In een leven zonder de angst om alleen te blijven, zou ik mezelf zijn.
In een leven zonder de angst om afgewezen te worden, zou ik uiting geven aan wat er in me leeft.
Maar de angst houd me gevangen.
In een kluwen van gedachten ben ik verwikkeld.
Gedachten gevormd door mijn verleden als het afgewezen kind.
Als kind van afgewezen kinderen werd ik één van allen.
Bedacht Angstig en Verstrikt.
Midden in het donkerste van een van de vele koude lange nachten vraag ik me af.
Wie ben ik zonder mijn gedachten?
Zijn mijn gedachten ik?
Wie ben ik als ik vrij ben van de angst om niet mijn gedachten te zijn?
Deze vraag galmde in de nacht. Met de angst als echo op de nieuw ontstane klank.

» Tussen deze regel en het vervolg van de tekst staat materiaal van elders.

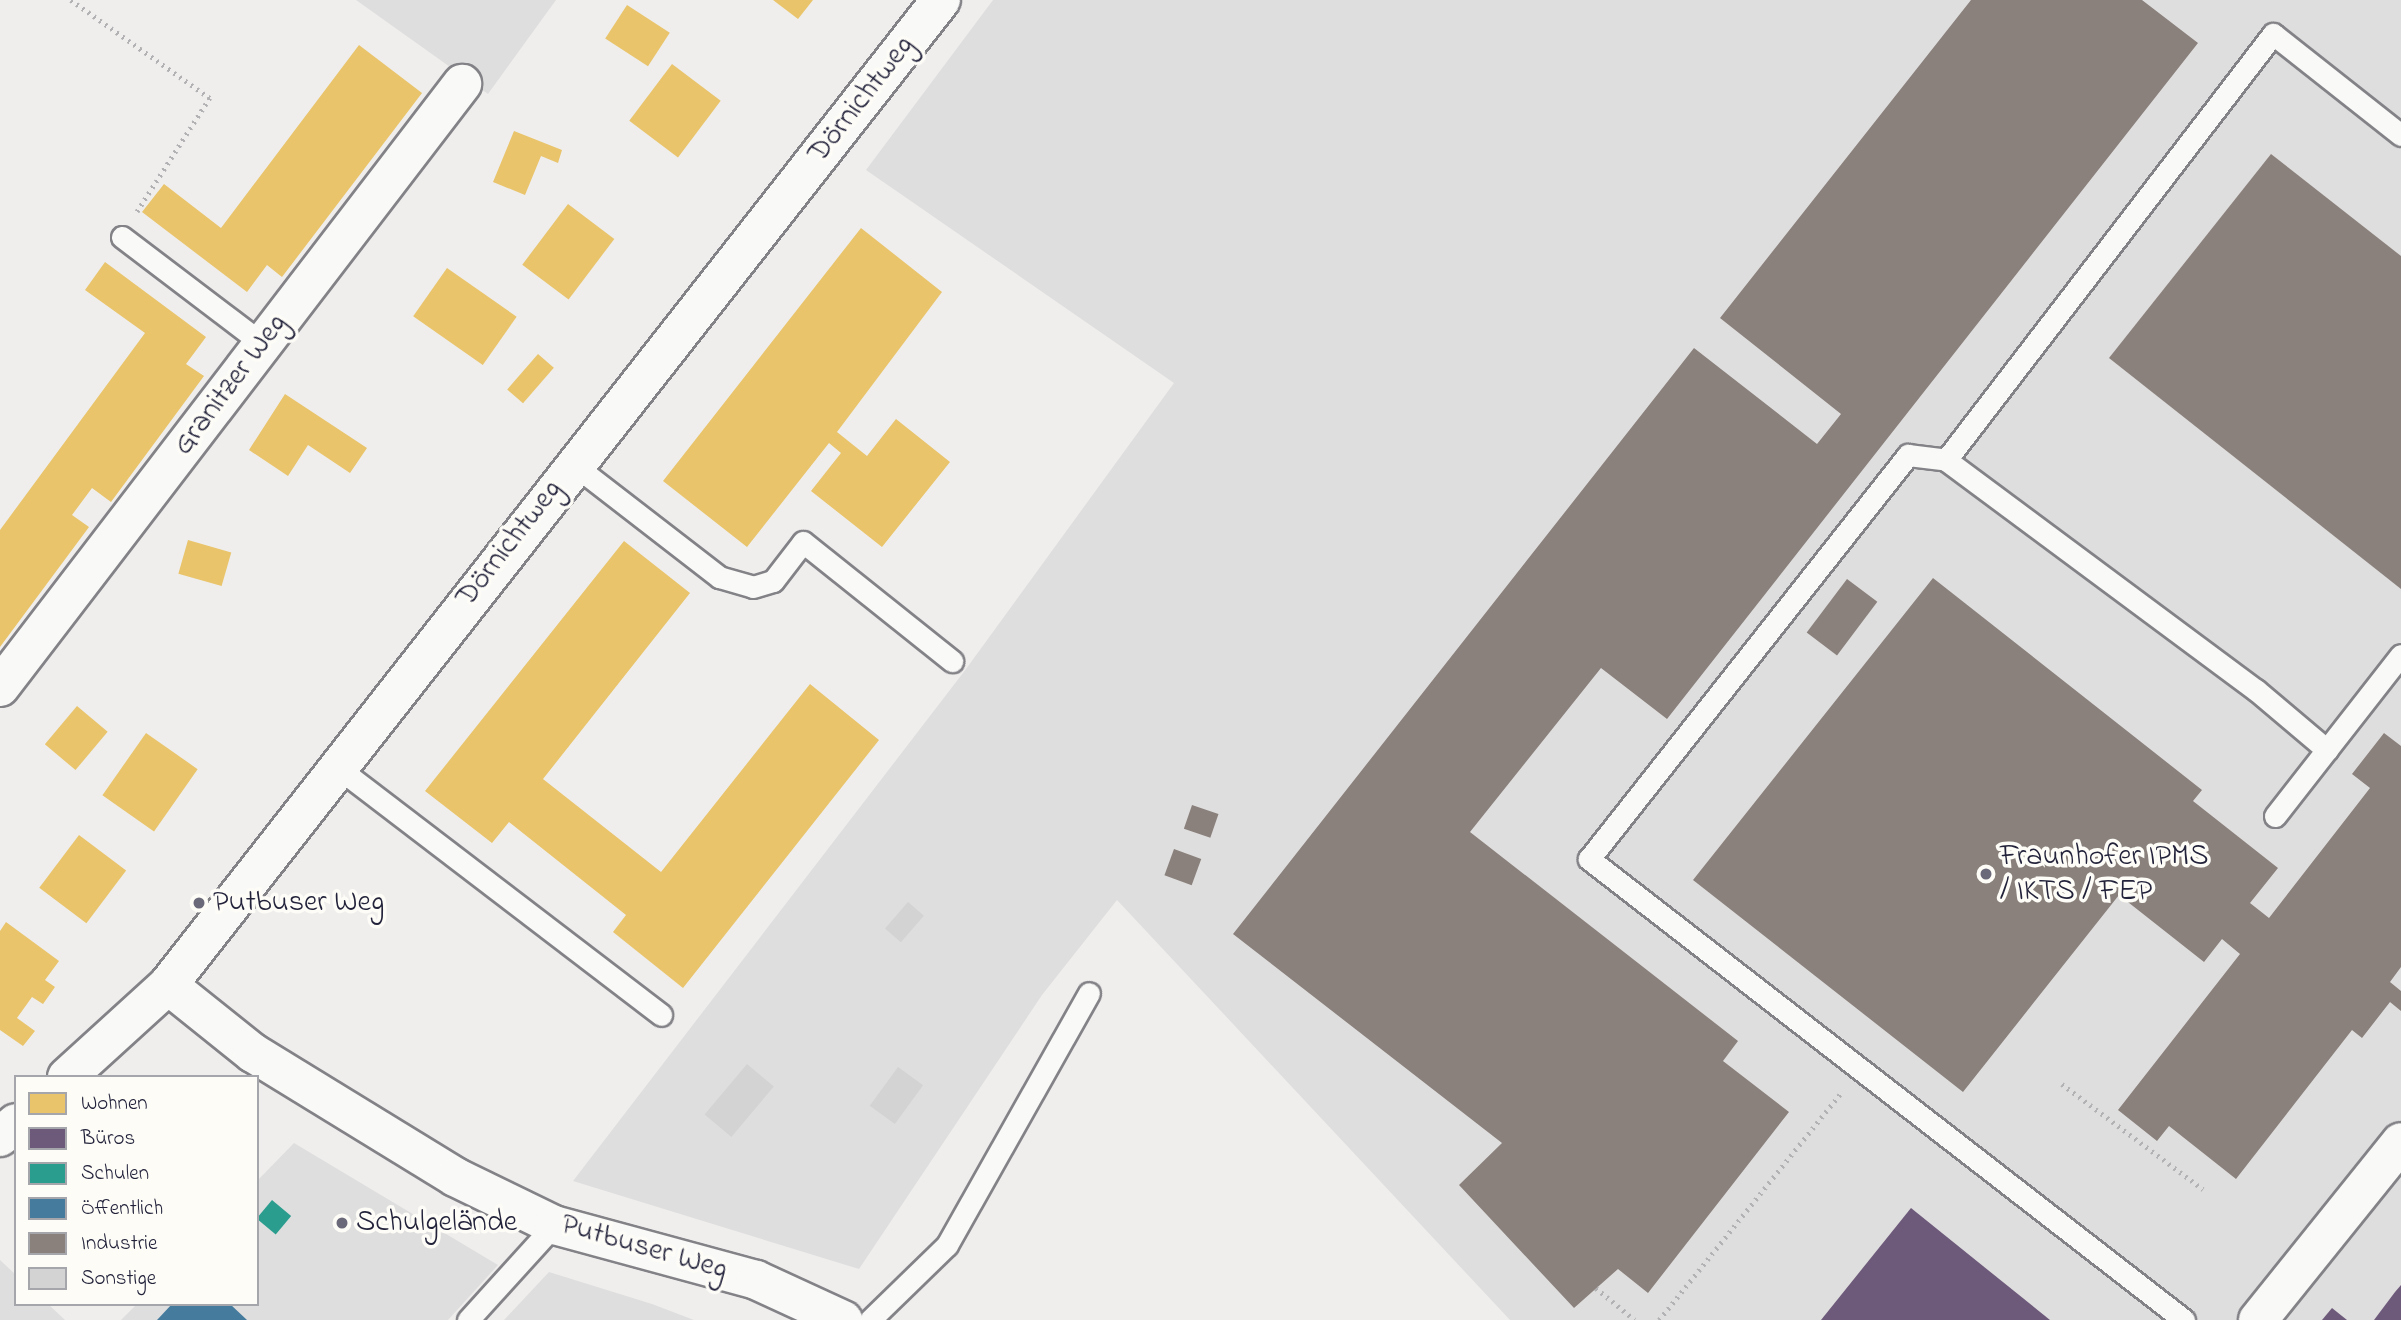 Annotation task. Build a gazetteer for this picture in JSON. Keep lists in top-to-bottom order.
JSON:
{
  "streets": {
    "street": ["Dörnichtweg", "Granitzer Weg", "Putbuser Weg"]
  },
  "crossings": [
    ["Dörnichtweg", "Putbuser Weg"]
  ],
  "places": ["Fraunhofer IPMS / IKTS / FEP", "Putbuser Weg", "Schulgelände"],
  "legend": [
    "Wohnen",
    "Büros",
    "Schulen",
    "Öffentlich",
    "Industrie",
    "Sonstige"
  ]
}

Reis ik door de lange nachten heen.
En als in een door mijn wil gedroomde droom, droom ik me door angsten heen
Lange nachten volgen, de donkerte reist mee.
Op een ochtend, door vermoeidheid gezwicht breek ik in het licht.
Ik word wakker als vanuit een nare droom.
Pak mijn pen en schrijf gewoon.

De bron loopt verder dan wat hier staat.